| Data provided |
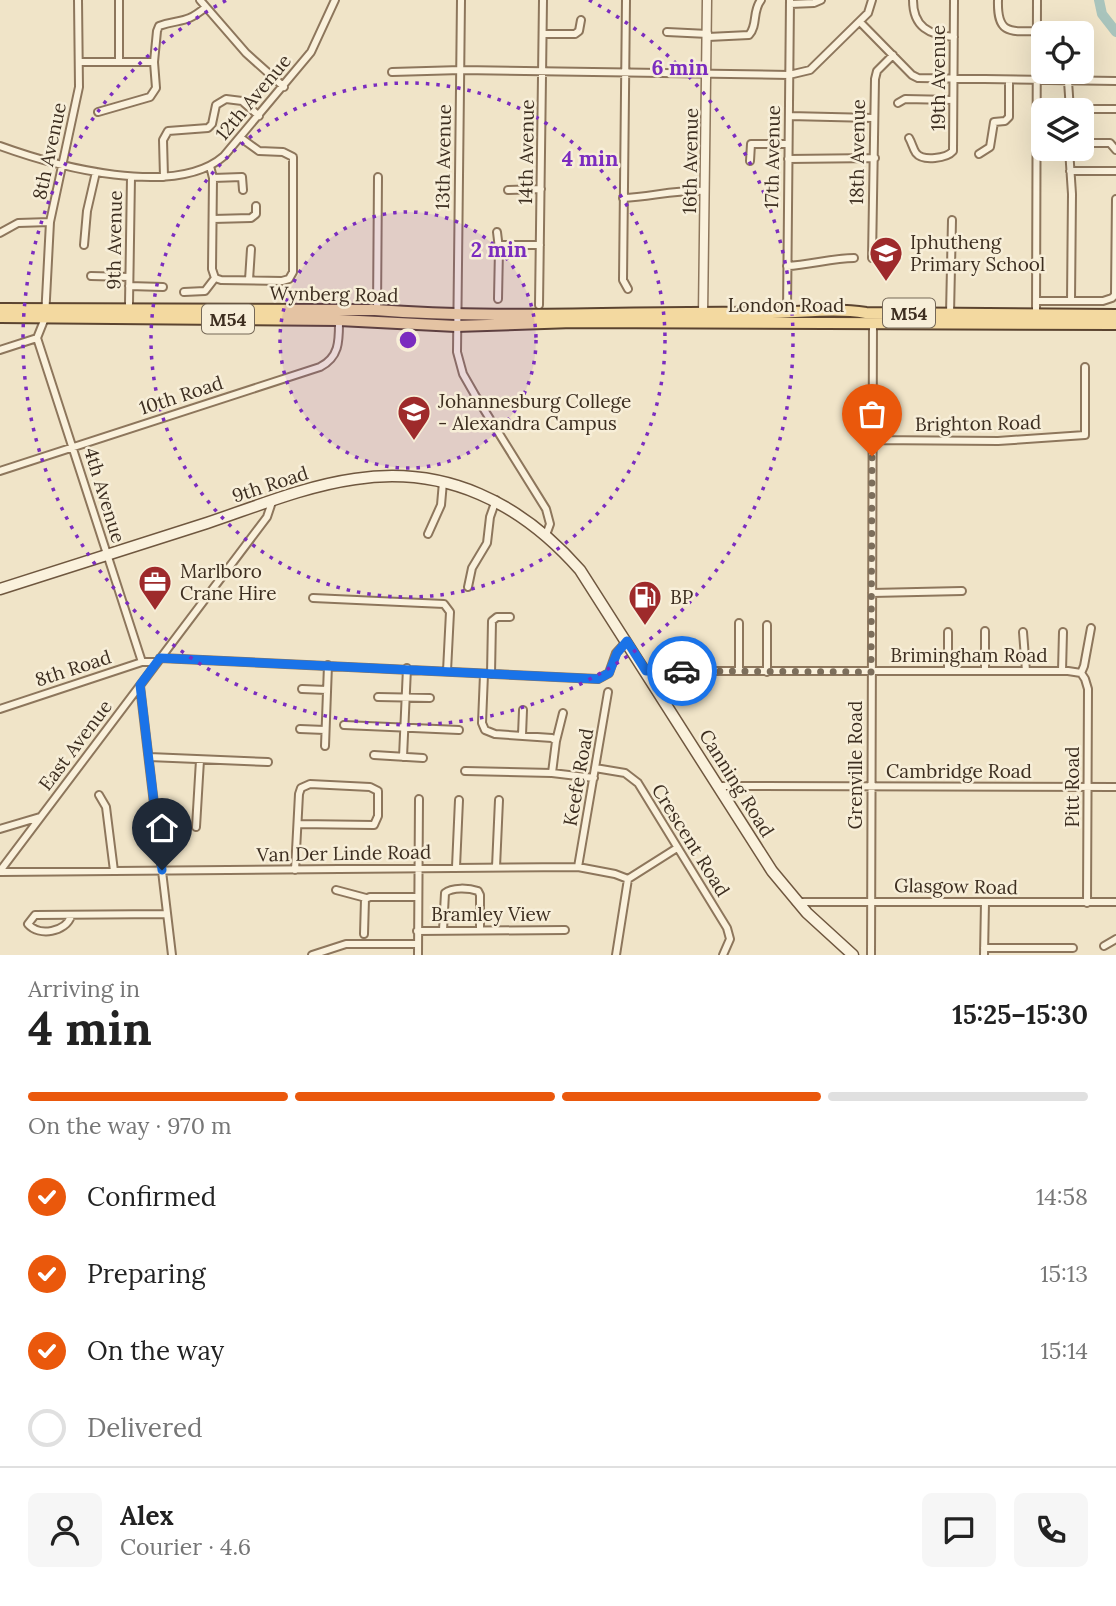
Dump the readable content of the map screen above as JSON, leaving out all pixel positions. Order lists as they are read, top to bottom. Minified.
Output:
{"streets":{"main road":["Wynberg Road","London Road","M54","9th Road","Canning Road"],"street":["19th Avenue","12th Avenue","8th Avenue","14th Avenue","18th Avenue","13th Avenue","17th Avenue","16th Avenue","9th Avenue","10th Road","Brighton Road","4th Avenue","Brimingham Road","8th Road","East Avenue","Grenville Road","Cambridge Road","Keefe Road","Pitt Road","Crescent Road","Van Der Linde Road","Glasgow Road","Bramley View"]},"crossings":[["12th Avenue","8th Avenue"],["12th Avenue","9th Avenue"],["8th Avenue","Wynberg Road"],["8th Avenue","4th Avenue"],["13th Avenue","Wynberg Road"],["13th Avenue","London Road"],["17th Avenue","London Road"],["16th Avenue","London Road"],["Wynberg Road","London Road"],["Wynberg Road","10th Road"],["London Road","Grenville Road"],["10th Road","4th Avenue"],["Brighton Road","Grenville Road"],["9th Road","4th Avenue"],["9th Road","East Avenue"],["9th Road","Canning Road"],["4th Avenue","8th Road"],["Brimingham Road","Grenville Road"],["Brimingham Road","Canning Road"],["Brimingham Road","Pitt Road"],["8th Road","East Avenue"],["8th Road","Canning Road"],["East Avenue","Van Der Linde Road"],["Grenville Road","Cambridge Road"],["Grenville Road","Glasgow Road"],["Cambridge Road","Canning Road"],["Cambridge Road","Pitt Road"],["Keefe Road","Crescent Road"],["Keefe Road","Van Der Linde Road"],["Canning Road","Glasgow Road"],["Pitt Road","Glasgow Road"]],"places":{"school or university":["Iphutheng Primary School","Johannesburg College - Alexandra Campus"],"office":["Marlboro Crane Hire"],"fuel station":["BP"]},"page":{"heading":["4 min","Arriving in","15:25–15:30"],"panel":["Alex","Courier · 4.6"],"bar":"On the way · 970 m","list":[["Confirmed","14:58"],["Preparing","15:13"],["On the way","15:14"],"Delivered"]},"rings":["6 min","4 min","2 min"]}
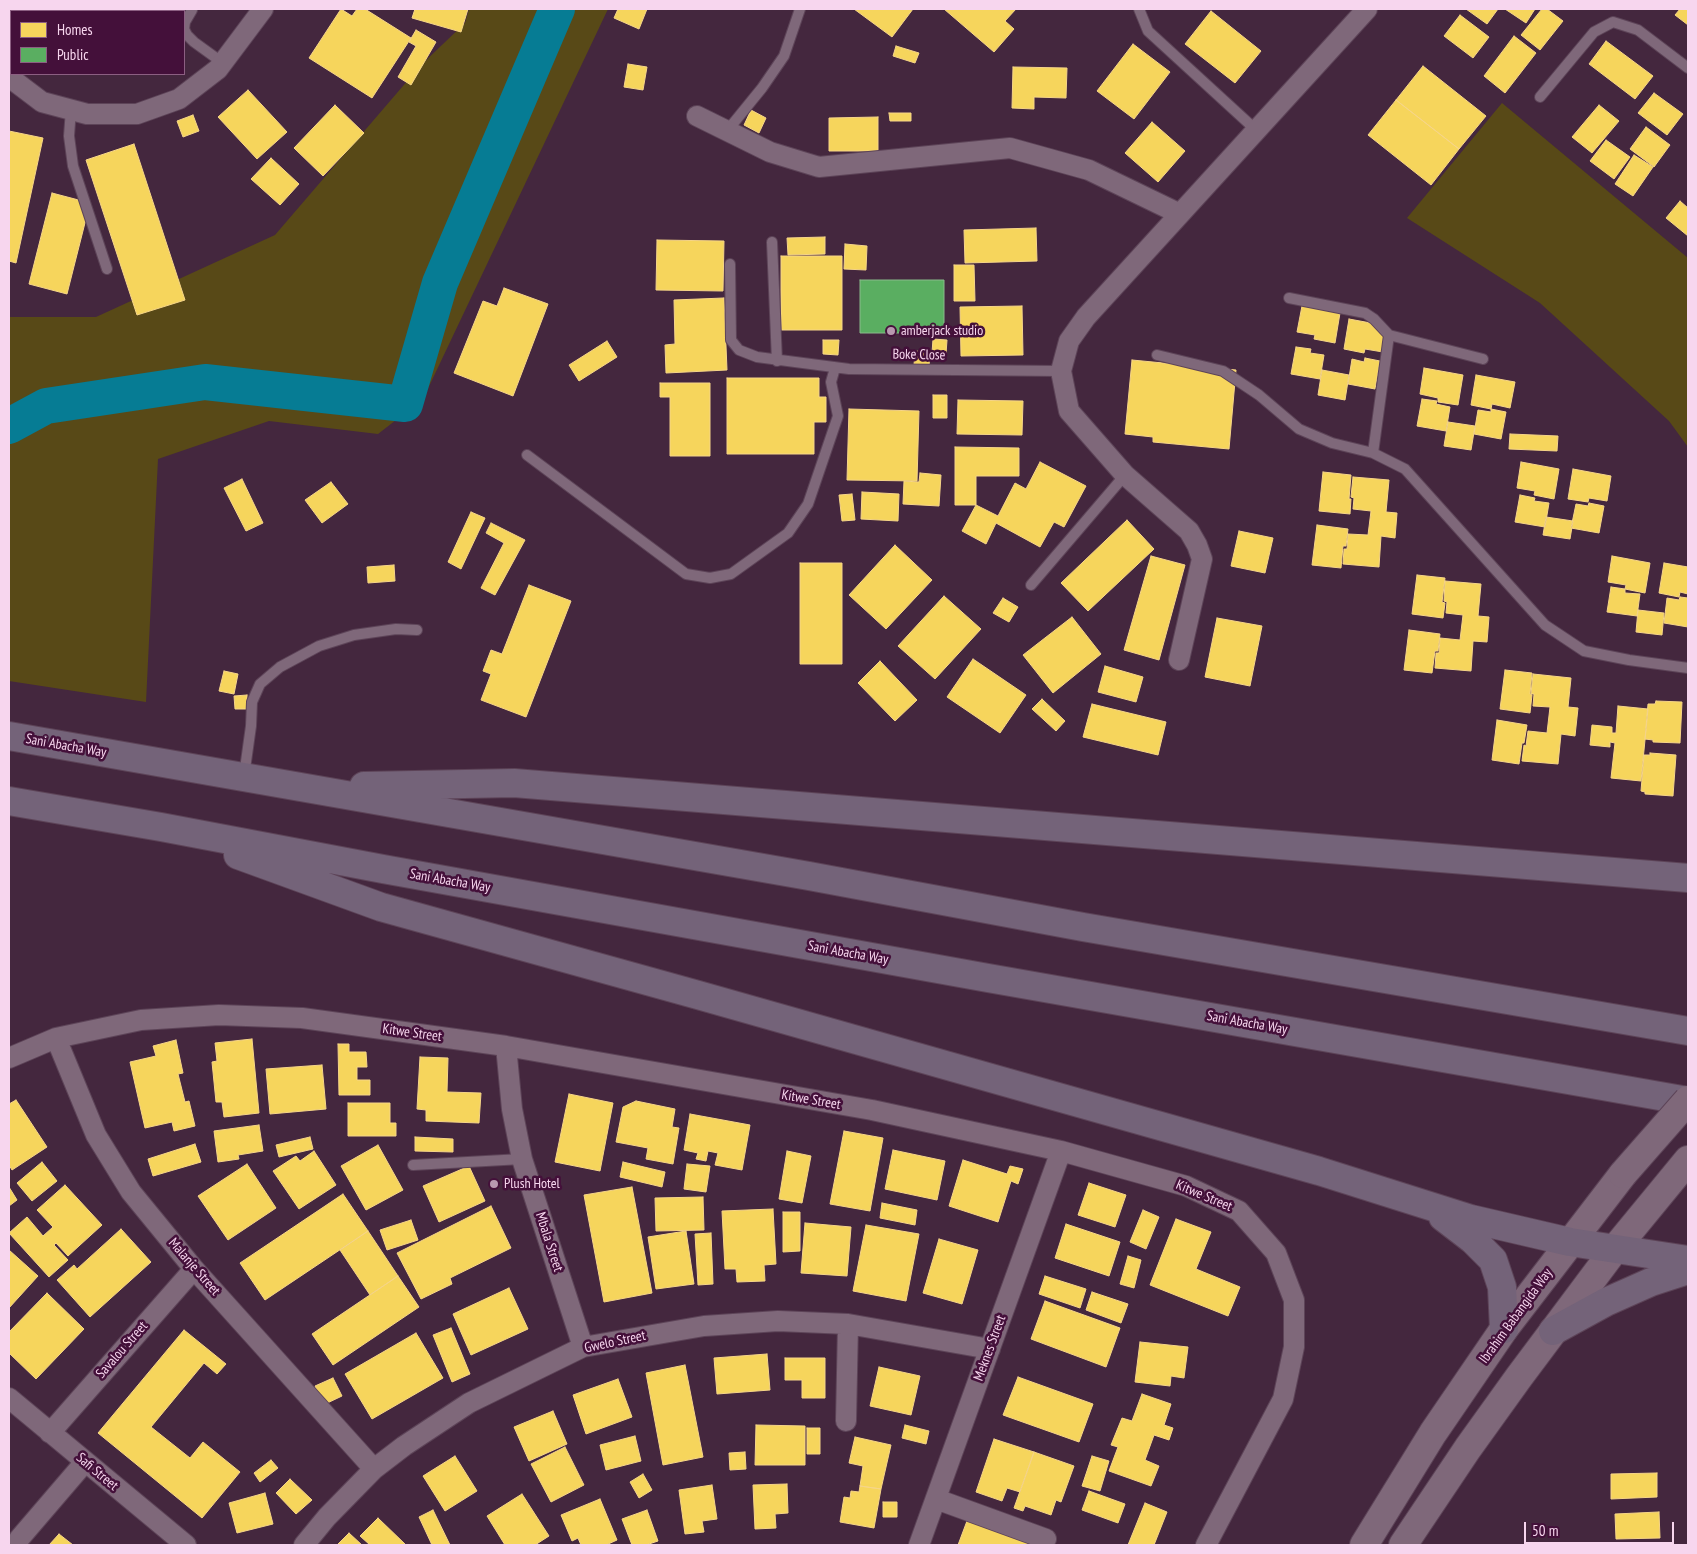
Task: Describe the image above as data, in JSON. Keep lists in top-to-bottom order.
{
  "streets": {
    "highway": ["Sani Abacha Way"],
    "main road": ["Ibrahim Babangida Way"],
    "street": [
      "Kitwe Street",
      "Mbala Street",
      "Malanje Street",
      "Gwelo Street",
      "Meknes Street",
      "Savalou Street",
      "Safi Street"
    ],
    "lane": ["Boke Close"]
  },
  "crossings": [
    ["Sani Abacha Way", "Ibrahim Babangida Way"],
    ["Kitwe Street", "Mbala Street"],
    ["Kitwe Street", "Malanje Street"],
    ["Kitwe Street", "Meknes Street"],
    ["Mbala Street", "Gwelo Street"],
    ["Malanje Street", "Gwelo Street"],
    ["Malanje Street", "Savalou Street"],
    ["Gwelo Street", "Meknes Street"],
    ["Savalou Street", "Safi Street"]
  ],
  "places": ["amberjack studio", "Plush Hotel"],
  "legend": ["Homes", "Public"],
  "scale_bar": "50 m"
}
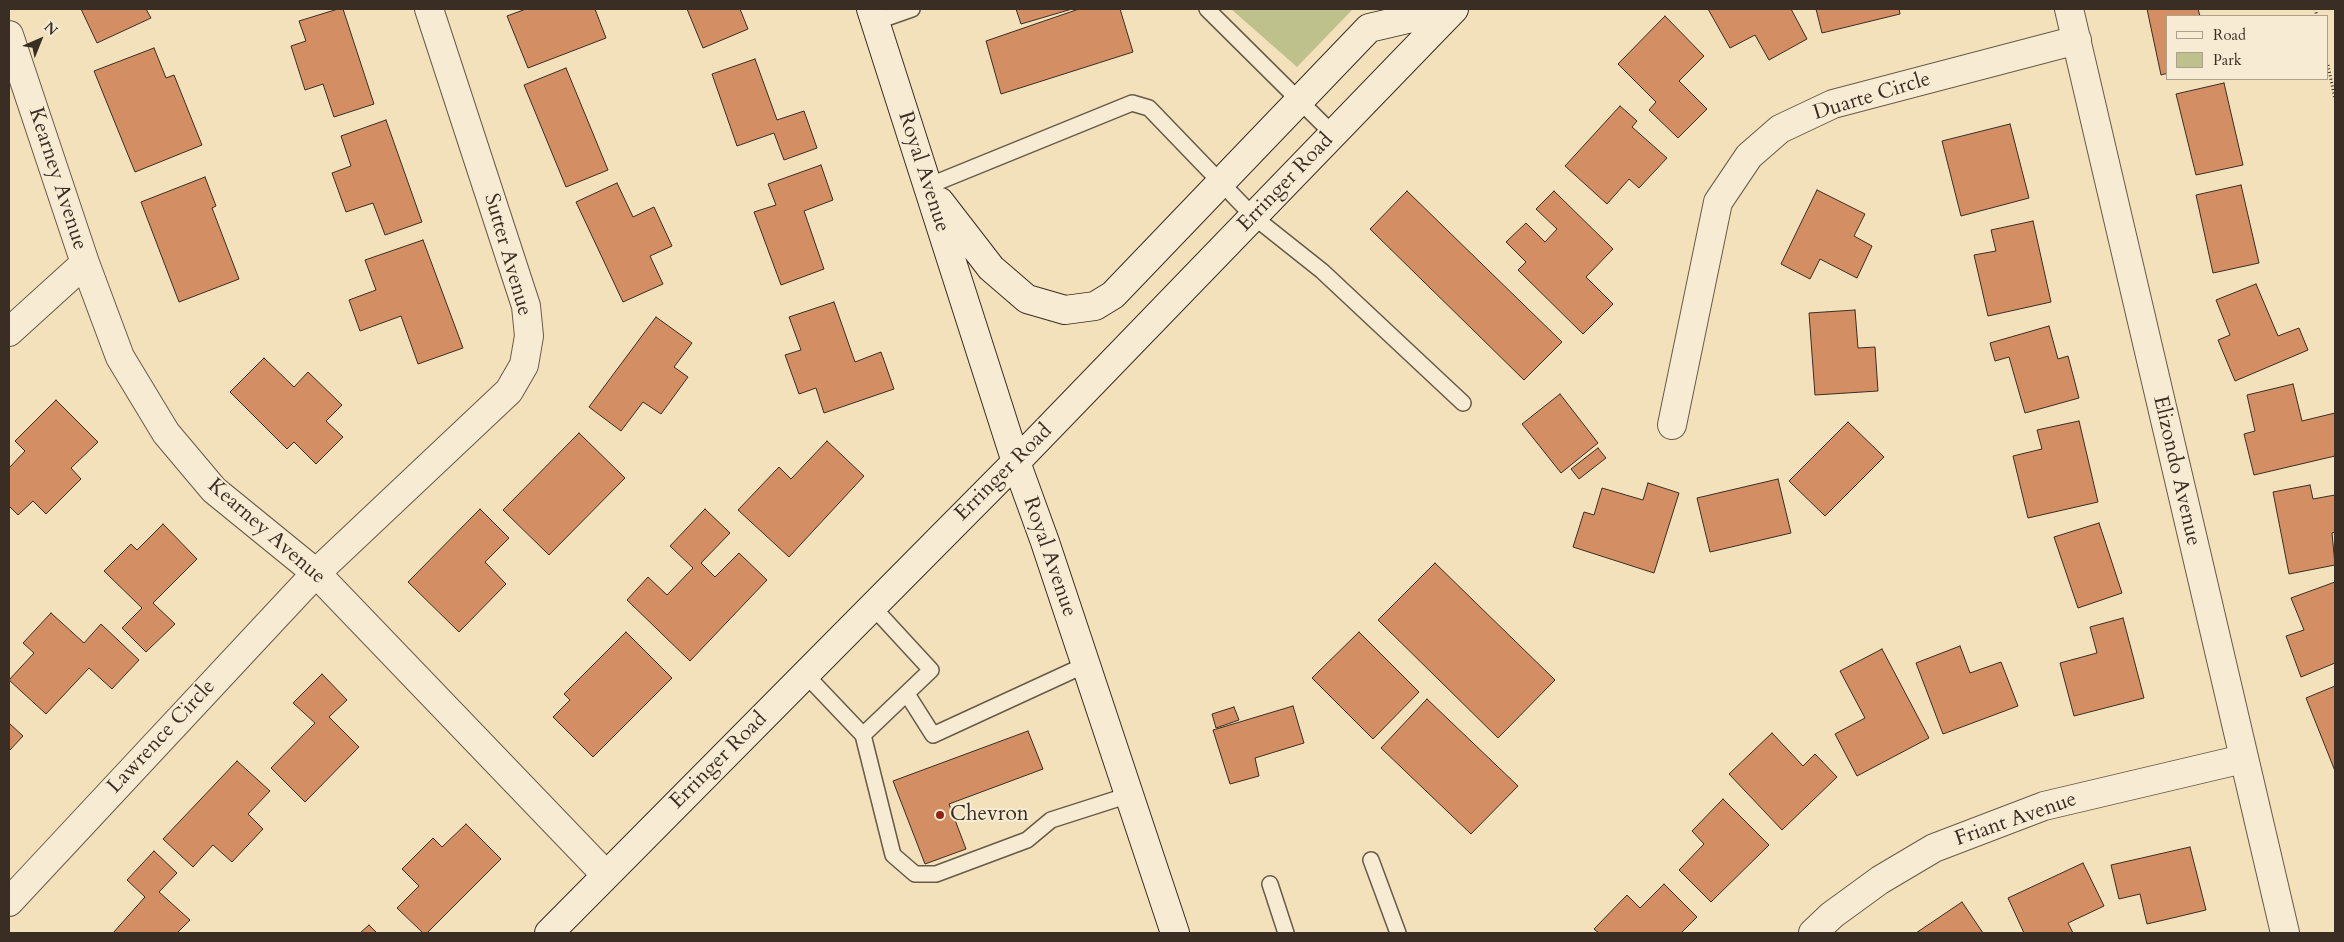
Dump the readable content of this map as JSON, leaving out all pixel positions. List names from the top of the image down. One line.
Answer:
{"streets":{"street":["Duarte Circle","Royal Avenue","Kearney Avenue","Erringer Road","Sutter Avenue","Elizondo Avenue","Lawrence Circle","Friant Avenue"]},"crossings":[["Duarte Circle","Elizondo Avenue"],["Royal Avenue","Erringer Road"],["Kearney Avenue","Erringer Road"],["Kearney Avenue","Sutter Avenue"],["Kearney Avenue","Lawrence Circle"],["Sutter Avenue","Lawrence Circle"],["Elizondo Avenue","Friant Avenue"]],"places":["Chevron"],"legend":["Road","Park"],"north":"top right"}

| Activity |
Where the string "Babangida" appears in a line of the listing, copy that line.

| Output |
    "main road": ["Ibrahim Babangida Way"],
    ["Sani Abacha Way", "Ibrahim Babangida Way"],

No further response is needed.